* Problem *
Count the lines below that contain the word "Input" and give only that number.

* Supplied entries *
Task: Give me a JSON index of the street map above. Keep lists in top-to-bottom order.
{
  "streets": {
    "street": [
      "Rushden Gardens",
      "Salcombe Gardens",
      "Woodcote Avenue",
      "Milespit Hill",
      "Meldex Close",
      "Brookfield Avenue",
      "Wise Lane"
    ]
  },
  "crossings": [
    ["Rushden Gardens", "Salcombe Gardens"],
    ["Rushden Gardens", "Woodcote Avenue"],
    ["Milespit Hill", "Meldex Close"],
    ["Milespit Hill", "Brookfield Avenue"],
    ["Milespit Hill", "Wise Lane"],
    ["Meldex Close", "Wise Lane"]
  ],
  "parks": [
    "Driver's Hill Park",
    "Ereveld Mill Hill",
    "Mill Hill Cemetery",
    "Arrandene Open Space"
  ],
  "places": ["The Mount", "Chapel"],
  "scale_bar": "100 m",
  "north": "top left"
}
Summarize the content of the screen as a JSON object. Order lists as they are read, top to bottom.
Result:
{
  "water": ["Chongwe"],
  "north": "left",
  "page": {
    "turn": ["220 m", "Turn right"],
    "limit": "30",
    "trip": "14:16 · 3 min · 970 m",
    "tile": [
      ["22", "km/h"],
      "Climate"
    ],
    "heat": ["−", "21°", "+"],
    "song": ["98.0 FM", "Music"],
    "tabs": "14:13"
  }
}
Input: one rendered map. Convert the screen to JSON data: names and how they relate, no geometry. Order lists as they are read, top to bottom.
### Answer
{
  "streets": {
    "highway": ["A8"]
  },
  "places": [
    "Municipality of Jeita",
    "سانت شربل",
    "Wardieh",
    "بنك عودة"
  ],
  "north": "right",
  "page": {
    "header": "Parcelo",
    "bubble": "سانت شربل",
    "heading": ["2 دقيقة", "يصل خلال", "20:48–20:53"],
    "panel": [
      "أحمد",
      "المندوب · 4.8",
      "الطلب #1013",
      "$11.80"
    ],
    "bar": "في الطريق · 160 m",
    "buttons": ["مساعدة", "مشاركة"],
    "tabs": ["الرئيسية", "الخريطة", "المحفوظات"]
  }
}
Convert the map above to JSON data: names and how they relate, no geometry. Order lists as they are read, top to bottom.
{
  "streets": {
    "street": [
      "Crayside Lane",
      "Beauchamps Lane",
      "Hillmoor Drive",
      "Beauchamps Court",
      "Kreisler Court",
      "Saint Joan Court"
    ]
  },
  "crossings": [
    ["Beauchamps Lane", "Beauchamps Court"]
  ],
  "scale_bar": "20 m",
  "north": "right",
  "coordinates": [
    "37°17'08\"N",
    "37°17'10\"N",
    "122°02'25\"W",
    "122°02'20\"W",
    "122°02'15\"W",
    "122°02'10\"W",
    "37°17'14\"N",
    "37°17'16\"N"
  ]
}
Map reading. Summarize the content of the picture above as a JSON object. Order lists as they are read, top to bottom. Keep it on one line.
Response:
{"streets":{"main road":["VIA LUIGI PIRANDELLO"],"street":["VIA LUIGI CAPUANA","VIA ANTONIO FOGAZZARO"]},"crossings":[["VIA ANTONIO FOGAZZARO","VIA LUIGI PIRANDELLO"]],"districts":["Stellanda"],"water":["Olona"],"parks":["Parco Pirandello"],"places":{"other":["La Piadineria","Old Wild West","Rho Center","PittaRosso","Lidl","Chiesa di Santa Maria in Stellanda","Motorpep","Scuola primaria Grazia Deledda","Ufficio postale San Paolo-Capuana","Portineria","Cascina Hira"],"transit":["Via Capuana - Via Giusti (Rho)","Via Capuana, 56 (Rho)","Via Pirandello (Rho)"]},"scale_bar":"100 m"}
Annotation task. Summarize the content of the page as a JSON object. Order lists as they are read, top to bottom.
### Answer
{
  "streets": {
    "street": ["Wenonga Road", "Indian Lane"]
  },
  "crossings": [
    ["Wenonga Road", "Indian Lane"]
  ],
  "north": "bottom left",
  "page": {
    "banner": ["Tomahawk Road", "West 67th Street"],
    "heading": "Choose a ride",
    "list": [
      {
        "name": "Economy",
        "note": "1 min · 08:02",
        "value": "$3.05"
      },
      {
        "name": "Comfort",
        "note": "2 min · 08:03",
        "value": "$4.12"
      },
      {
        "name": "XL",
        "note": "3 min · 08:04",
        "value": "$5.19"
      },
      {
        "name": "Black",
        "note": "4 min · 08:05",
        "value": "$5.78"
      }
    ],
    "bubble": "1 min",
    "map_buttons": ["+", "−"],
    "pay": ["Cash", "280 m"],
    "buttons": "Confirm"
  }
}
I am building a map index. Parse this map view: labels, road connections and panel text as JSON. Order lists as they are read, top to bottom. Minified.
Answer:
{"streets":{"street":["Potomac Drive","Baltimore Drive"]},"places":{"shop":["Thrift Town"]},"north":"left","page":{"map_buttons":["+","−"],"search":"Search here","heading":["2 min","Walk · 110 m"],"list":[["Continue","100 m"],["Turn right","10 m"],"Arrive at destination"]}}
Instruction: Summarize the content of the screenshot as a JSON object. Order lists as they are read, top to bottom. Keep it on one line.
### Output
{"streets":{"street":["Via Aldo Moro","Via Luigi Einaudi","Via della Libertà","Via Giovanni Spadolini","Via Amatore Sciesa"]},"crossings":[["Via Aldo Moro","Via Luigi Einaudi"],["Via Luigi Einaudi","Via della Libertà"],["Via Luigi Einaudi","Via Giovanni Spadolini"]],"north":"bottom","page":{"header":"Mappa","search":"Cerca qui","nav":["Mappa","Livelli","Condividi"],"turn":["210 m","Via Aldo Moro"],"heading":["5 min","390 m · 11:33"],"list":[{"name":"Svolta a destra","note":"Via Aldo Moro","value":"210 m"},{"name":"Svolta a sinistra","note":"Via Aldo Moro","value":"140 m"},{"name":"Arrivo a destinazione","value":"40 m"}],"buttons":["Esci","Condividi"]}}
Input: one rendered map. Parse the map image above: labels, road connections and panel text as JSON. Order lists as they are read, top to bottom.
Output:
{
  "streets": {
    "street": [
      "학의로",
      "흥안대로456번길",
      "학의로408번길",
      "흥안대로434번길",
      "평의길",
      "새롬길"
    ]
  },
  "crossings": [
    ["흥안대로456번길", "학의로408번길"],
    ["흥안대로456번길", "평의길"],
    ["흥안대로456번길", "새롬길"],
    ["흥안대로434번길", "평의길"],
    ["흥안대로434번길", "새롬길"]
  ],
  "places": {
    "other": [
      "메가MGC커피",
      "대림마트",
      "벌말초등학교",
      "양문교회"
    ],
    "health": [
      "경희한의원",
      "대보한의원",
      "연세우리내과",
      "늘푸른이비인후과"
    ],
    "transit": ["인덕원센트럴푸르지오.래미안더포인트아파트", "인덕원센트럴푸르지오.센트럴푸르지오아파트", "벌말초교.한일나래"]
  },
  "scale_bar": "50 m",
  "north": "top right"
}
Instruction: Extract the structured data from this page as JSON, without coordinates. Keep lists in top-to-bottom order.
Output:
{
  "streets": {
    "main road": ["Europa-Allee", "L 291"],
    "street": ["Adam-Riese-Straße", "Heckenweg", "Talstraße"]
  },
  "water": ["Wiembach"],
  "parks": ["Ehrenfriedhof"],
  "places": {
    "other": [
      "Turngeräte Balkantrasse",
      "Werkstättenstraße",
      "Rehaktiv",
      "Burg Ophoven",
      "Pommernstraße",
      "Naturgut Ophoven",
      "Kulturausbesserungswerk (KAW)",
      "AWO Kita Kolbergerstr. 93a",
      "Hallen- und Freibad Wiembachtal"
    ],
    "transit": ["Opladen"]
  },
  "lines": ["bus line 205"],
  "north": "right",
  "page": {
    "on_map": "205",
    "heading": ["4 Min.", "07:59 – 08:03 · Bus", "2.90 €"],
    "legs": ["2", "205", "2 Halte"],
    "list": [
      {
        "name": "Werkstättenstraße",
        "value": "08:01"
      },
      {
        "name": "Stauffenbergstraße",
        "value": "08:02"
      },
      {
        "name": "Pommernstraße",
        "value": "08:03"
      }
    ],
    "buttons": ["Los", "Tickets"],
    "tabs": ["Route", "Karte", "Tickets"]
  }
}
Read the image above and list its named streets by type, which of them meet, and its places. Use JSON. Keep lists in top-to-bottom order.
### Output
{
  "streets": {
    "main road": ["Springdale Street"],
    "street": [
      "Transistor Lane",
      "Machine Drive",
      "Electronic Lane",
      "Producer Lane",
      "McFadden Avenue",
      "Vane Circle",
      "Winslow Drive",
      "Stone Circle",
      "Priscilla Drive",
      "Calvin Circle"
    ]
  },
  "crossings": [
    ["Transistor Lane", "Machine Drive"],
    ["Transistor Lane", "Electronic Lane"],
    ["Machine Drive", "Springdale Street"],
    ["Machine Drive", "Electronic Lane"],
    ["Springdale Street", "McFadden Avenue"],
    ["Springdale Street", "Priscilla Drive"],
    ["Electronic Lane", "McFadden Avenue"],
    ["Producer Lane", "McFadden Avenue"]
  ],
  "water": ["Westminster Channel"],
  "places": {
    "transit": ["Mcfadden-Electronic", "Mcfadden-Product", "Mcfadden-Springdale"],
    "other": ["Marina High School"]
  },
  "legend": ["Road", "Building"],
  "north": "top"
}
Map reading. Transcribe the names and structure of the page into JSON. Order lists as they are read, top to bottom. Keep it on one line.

* Solution to the problem *
2